If we have a file with an implicit hole (NO_HOLES feature enabled) that
has an extent following the hole, delayed writes against regions of the
file behind the hole happened before but were not yet flushed and then
we truncate the file to a smaller size that lies inside the hole, we
end up persisting a wrong disk_i_size value for our inode that leads to
data loss after umounting and mounting again the filesystem or after
the inode is evicted and loaded again.
This happens because at inode.c:btrfs_truncate_inode_items() we end up
setting last_size to the offset of the extent that we deleted and that
followed the hole. We then pass that value to btrfs_ordered_update_i_size()

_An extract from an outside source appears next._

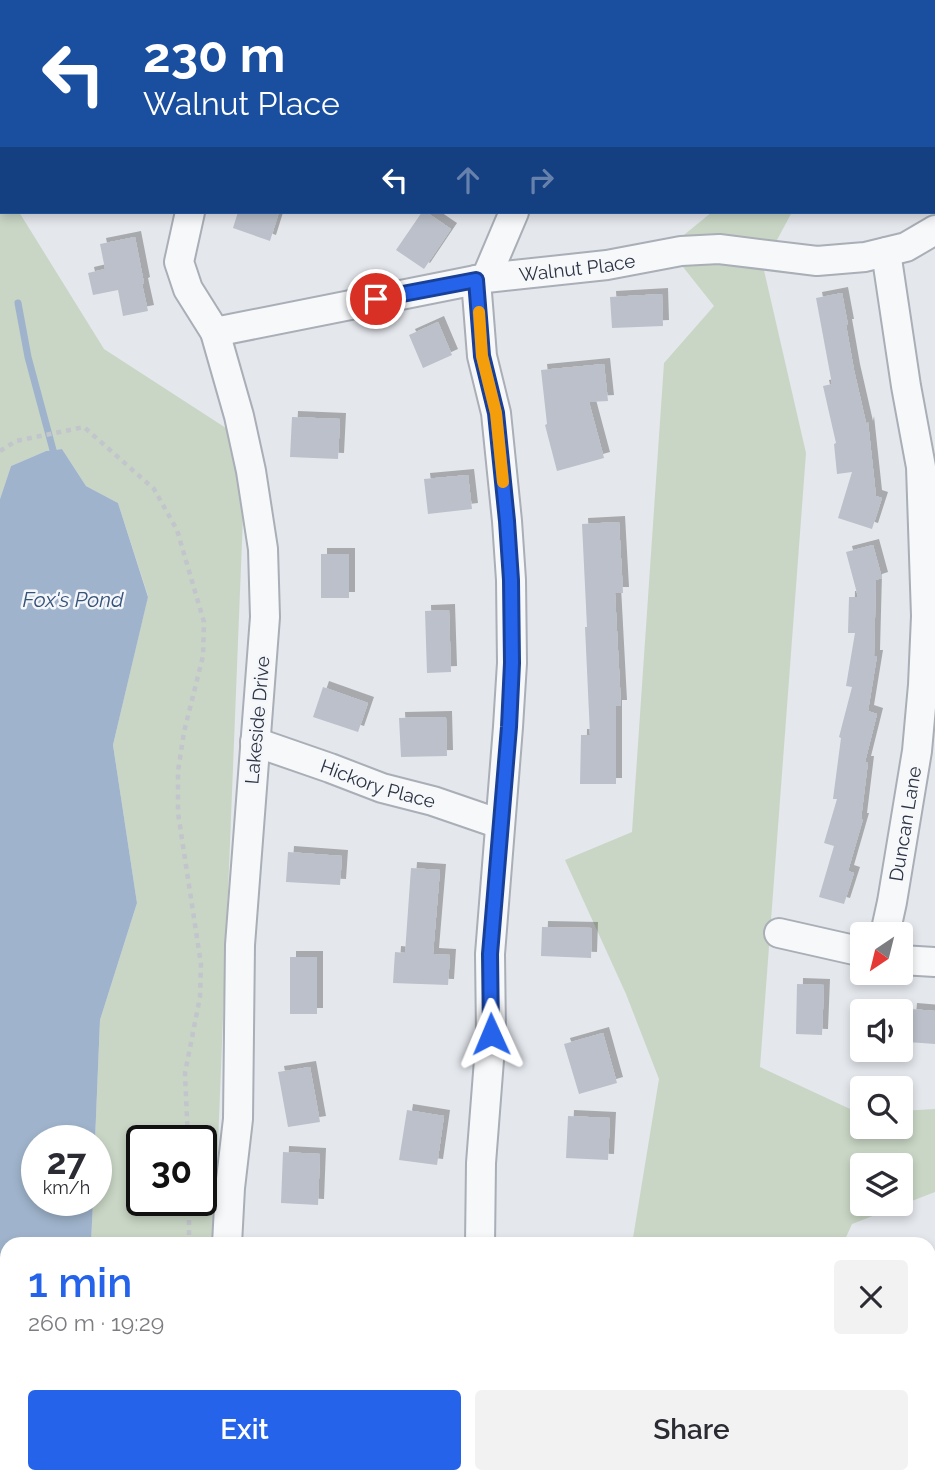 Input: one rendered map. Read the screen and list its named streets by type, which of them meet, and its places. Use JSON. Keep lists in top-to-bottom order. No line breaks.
{"streets":{"street":["Walnut Place","Lakeside Drive","Hickory Place","Duncan Lane"]},"crossings":[["Walnut Place","Lakeside Drive"],["Walnut Place","Duncan Lane"],["Lakeside Drive","Hickory Place"]],"water":["Fox's Pond"],"north":"bottom left","page":{"turn":["230 m","Walnut Place"],"speed":"27 km/h","limit":"30","heading":["1 min","260 m · 19:29"],"buttons":["Exit","Share"]}}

which updates the inode's disk_i_size to a value smaller then the offset
of the buffered (delayed) writes.
Example reproducer:
$ mkfs.btrfs -f /dev/sdb
$ mount /dev/sdb /mnt
$ xfs_io -f -c "pwrite -S 0x01 0K 32K" /mnt/foo
$ xfs_io -d -c "pwrite -S 0x02 -b 32K 64K 32K" /mnt/foo
$ xfs_io -c "truncate 60K" /mnt/foo
--> inode's disk_i_size updated to 0
$ md5sum /mnt/foo
3c5ca3c3ab42f4b04d7e7eb0b0d4d806 /mnt/foo
$ umount /dev/sdb
$ mount /dev/sdb /mnt
$ md5sum /mnt/foo
d41d8cd98f00b204e9800998ecf8427e /mnt/foo
--> Empty file, all data lost!
Cc: <stable@vger.kernel.org> # 3.14+
Fixes:
16e7549f045d ("Btrfs: incompatible format change to remove hole extents")
Signed-off-by: Filipe Manana <fdmanana@suse.com>
Reviewed-by: Liu Bo <bo.li.liu@oracle.com>
if (found_type > min_type) {
del_item = 1;
} else {
- if (item_end < new_size) {
- /*
- * With NO_HOLES mode, for the following mapping
- *
- * [0-4k][hole][8k-12k]
- *
- * if truncating isize down to 6k, it ends up
- * isize being 8k.
- */
- if (btrfs_fs_incompat(root->fs_info, NO_HOLES))
- last_size = new_size;
+ if (item_end < new_size)
break;
- }
if (found_key.offset >= new_size)
del_item = 1;
else
btrfs_abort_transaction(trans, ret);
}
error:
- if (root->root_key.objectid != BTRFS_TREE_LOG_OBJECTID)
+ if (root->root_key.objectid != BTRFS_TREE_LOG_OBJECTID) {
+ ASSERT(last_size >= new_size);
+ if (!err && last_size > new_size)
+ last_size = new_size;
btrfs_ordered_update_i_size(inode, last_size, NULL);
+ }
btrfs_free_path(path);